### What to produce:
When a line below holds the string "Poletarac", show that line.

### Given records:
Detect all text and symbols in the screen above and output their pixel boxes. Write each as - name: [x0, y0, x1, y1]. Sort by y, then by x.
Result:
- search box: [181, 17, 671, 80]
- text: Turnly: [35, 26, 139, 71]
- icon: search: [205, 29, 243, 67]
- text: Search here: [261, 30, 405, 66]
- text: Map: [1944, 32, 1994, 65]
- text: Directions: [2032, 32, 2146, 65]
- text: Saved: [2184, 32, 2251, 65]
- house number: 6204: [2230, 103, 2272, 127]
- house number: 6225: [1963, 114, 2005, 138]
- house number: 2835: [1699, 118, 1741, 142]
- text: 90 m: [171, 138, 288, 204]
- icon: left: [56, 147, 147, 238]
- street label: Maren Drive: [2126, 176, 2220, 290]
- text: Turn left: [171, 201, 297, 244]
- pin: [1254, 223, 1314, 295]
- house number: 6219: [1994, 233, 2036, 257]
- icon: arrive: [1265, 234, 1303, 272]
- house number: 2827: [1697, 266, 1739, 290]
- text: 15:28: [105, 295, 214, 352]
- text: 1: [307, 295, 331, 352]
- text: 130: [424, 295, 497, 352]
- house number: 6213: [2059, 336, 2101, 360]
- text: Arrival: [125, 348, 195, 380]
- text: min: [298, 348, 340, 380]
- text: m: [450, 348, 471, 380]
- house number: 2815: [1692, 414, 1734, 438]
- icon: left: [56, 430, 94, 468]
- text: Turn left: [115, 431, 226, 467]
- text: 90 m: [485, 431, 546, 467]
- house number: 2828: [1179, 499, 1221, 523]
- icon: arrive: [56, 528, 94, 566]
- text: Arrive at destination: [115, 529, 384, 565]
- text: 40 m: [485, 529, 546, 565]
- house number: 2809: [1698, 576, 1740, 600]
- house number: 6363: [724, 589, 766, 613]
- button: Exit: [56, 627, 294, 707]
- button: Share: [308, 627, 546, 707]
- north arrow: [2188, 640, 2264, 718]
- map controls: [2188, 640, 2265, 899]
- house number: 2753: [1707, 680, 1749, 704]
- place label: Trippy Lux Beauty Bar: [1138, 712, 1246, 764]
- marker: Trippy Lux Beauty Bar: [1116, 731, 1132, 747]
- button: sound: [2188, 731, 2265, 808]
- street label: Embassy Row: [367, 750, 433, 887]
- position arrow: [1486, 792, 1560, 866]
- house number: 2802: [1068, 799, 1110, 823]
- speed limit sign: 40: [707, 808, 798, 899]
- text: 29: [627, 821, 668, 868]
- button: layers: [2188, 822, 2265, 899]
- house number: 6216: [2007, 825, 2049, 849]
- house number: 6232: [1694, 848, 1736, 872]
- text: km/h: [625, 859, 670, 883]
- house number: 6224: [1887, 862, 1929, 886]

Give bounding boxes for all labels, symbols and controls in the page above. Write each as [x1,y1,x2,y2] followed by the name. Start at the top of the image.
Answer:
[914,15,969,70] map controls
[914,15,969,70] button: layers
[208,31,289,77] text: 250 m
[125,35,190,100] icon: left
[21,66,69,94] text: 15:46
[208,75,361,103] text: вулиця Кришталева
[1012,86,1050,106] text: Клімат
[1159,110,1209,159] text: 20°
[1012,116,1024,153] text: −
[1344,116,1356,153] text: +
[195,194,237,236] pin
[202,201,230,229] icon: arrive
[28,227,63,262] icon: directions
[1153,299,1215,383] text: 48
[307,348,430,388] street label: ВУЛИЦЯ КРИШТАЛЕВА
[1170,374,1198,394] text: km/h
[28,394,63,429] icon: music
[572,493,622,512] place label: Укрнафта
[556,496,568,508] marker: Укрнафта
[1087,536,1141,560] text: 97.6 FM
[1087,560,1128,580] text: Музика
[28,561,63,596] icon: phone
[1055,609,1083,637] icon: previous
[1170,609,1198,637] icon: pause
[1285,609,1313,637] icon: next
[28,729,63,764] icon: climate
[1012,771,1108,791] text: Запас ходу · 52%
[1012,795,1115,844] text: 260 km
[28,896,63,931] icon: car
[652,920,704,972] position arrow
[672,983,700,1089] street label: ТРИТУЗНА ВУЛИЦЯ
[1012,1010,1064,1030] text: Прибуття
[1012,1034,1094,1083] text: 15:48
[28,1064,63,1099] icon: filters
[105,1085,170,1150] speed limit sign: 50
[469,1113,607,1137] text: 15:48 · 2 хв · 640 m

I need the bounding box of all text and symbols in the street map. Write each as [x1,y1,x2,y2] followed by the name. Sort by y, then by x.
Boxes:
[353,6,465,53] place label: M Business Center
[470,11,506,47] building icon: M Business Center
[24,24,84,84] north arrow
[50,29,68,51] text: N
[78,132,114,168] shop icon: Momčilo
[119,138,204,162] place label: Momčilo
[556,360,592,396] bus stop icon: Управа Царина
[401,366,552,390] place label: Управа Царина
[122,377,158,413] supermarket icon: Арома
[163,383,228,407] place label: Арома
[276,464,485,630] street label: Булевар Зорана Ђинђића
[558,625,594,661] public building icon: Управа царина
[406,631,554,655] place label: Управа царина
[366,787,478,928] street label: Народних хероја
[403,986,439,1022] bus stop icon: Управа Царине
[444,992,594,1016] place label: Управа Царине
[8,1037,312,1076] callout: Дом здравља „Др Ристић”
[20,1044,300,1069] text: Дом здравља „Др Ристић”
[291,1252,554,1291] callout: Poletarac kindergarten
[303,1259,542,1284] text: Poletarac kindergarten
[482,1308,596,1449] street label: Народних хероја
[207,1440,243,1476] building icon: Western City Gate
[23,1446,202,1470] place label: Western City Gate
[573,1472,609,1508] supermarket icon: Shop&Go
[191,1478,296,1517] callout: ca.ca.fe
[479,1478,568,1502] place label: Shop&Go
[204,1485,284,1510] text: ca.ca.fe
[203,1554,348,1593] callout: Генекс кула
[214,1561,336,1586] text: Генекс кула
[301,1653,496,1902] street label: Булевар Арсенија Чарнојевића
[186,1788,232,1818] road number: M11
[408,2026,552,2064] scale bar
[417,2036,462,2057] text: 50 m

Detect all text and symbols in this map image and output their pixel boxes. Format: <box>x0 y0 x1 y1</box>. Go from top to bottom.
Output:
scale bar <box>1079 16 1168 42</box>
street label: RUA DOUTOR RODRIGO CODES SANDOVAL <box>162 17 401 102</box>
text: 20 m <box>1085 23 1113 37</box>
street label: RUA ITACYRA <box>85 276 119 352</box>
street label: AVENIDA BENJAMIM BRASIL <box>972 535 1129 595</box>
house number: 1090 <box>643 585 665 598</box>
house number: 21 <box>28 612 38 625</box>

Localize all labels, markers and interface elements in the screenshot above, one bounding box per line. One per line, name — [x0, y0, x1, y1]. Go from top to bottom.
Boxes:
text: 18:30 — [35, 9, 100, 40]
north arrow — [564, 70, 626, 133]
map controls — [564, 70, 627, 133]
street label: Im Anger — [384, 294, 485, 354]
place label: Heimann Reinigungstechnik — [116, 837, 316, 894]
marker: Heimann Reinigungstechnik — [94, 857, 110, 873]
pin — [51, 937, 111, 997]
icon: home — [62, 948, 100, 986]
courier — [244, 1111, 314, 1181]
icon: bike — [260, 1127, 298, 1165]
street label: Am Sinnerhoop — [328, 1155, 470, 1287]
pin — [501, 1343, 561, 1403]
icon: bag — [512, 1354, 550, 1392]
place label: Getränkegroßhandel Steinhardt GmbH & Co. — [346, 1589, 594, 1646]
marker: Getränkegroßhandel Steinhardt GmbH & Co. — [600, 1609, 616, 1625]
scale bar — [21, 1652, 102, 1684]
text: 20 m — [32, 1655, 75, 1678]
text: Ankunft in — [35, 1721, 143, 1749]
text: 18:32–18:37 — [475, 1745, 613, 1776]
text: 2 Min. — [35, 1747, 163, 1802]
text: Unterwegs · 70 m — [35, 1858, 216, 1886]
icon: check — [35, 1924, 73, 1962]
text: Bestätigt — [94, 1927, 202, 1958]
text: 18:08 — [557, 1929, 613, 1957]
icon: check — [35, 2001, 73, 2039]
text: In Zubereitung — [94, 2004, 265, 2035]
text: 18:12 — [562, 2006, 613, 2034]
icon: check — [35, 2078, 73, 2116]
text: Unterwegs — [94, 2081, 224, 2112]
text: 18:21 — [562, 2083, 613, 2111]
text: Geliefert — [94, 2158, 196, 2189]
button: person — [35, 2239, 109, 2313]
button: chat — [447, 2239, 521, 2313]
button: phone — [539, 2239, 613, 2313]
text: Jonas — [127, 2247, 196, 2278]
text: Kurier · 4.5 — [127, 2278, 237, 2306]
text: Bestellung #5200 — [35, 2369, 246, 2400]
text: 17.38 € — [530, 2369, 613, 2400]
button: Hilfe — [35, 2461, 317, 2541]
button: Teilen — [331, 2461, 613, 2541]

### Solution:
[291,1252,554,1291] callout: Poletarac kindergarten
[303,1259,542,1284] text: Poletarac kindergarten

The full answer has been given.